* _Work order_: Look through the lines below and extract each one that contains "Keep".
════════
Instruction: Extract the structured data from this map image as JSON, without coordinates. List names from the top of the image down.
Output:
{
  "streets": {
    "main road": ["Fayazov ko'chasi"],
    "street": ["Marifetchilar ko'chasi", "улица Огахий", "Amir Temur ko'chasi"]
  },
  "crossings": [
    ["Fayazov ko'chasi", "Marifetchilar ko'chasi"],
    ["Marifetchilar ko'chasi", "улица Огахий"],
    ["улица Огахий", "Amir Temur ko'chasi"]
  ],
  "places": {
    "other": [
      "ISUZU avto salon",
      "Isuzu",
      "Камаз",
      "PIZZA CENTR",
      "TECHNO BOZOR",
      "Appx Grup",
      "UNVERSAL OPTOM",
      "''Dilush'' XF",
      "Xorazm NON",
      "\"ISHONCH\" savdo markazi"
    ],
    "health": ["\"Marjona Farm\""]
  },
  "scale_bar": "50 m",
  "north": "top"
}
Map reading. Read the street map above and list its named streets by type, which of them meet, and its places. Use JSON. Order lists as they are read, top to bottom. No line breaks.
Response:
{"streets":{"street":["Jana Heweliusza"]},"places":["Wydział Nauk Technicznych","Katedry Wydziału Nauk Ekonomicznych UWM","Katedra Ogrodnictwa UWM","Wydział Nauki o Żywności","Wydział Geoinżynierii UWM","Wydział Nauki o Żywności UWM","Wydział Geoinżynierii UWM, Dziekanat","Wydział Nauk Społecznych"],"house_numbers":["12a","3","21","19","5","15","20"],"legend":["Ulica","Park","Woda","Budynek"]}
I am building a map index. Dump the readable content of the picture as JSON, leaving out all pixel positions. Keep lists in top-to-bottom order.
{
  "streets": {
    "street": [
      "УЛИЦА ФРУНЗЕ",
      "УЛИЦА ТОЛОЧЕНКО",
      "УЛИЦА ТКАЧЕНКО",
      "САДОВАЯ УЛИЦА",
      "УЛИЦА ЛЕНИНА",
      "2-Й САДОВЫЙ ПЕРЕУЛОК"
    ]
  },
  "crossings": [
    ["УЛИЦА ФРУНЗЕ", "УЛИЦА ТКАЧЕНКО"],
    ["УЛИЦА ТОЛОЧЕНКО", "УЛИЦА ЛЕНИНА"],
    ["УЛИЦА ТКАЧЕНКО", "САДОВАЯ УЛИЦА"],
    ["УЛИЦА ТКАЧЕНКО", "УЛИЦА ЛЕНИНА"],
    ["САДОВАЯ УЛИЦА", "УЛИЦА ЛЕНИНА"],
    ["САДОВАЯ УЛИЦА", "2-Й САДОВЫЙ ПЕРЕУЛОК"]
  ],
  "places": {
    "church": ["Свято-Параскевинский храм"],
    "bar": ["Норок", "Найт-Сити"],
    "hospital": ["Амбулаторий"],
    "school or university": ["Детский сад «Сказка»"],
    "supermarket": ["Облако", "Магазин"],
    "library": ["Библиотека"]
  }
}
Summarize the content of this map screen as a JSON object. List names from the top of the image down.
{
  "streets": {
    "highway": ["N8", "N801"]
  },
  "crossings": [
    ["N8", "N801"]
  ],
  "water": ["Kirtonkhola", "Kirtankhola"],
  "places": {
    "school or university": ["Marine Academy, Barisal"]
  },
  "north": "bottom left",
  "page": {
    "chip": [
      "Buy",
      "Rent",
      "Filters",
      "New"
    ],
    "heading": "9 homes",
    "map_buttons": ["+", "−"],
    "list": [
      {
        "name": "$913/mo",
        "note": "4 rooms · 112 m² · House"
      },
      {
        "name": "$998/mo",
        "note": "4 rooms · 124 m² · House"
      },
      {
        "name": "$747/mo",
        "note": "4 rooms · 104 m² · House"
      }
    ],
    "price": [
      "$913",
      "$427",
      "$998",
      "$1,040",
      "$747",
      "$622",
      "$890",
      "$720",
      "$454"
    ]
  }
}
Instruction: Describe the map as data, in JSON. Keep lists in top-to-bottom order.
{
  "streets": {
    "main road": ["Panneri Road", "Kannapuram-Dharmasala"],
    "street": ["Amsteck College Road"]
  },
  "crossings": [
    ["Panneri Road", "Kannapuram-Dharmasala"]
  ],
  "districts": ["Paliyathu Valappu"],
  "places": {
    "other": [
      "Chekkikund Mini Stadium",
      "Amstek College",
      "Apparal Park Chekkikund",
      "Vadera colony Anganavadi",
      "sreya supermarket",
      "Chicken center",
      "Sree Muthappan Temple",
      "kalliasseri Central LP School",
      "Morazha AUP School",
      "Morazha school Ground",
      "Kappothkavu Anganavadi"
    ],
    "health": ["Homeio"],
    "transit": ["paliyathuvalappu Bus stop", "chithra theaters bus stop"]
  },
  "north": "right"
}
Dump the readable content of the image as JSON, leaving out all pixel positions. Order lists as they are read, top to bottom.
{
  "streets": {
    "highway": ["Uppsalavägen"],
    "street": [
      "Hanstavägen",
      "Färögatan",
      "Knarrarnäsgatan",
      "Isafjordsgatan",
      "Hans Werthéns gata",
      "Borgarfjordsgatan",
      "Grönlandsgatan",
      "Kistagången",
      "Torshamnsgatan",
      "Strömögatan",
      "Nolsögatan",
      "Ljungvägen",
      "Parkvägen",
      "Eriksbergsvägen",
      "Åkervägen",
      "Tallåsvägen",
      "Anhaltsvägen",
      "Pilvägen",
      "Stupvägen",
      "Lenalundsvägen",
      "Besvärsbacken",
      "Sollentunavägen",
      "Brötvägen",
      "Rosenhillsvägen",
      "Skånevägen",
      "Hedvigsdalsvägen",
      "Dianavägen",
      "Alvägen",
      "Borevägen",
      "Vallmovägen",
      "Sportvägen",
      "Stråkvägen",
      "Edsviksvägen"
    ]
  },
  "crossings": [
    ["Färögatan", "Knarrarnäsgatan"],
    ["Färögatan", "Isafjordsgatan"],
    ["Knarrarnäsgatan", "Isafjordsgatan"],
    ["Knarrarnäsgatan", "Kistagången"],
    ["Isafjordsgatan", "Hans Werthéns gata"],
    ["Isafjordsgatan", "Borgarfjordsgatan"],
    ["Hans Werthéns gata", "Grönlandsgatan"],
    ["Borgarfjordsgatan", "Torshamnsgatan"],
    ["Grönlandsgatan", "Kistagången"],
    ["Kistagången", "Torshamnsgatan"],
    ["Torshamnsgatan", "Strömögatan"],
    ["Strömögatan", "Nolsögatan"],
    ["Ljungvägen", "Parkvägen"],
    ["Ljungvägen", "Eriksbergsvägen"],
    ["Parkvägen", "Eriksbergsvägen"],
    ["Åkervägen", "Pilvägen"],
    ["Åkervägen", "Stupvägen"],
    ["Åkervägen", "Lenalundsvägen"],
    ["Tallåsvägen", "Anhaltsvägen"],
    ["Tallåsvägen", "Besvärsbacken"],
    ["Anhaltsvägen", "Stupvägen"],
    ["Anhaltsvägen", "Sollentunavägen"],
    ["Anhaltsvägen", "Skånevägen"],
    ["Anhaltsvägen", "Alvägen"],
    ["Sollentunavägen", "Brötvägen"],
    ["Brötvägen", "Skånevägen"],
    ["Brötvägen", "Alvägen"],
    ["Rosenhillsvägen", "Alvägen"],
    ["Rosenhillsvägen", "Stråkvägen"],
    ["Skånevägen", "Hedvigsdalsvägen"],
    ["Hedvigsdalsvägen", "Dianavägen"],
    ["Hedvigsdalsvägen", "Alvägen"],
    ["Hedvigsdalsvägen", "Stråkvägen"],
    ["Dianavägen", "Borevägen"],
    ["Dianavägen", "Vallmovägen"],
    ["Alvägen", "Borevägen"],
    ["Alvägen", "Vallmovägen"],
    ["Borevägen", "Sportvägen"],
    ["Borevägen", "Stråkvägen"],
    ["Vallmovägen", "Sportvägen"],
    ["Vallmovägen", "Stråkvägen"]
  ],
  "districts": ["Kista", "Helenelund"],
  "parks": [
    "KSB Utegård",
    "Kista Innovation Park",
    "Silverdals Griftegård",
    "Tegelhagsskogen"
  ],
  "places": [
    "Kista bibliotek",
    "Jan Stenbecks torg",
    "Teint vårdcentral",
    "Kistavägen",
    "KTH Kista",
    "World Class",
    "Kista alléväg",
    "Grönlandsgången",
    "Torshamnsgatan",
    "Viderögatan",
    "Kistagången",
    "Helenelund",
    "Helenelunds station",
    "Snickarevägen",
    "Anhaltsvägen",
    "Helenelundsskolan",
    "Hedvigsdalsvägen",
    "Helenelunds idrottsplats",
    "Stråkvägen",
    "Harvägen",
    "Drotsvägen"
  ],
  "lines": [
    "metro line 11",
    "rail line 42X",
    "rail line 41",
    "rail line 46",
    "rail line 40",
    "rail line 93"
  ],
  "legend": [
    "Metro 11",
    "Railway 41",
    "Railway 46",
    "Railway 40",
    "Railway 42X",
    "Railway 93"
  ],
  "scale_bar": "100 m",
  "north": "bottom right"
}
════════
* _Response to this task_:
I am building a map index. Dump the readable content of the picture as JSON, leaving out all pixel positions. Keep lists in top-to-bottom order.
Instruction: Describe the map as data, in JSON. Keep lists in top-to-bottom order.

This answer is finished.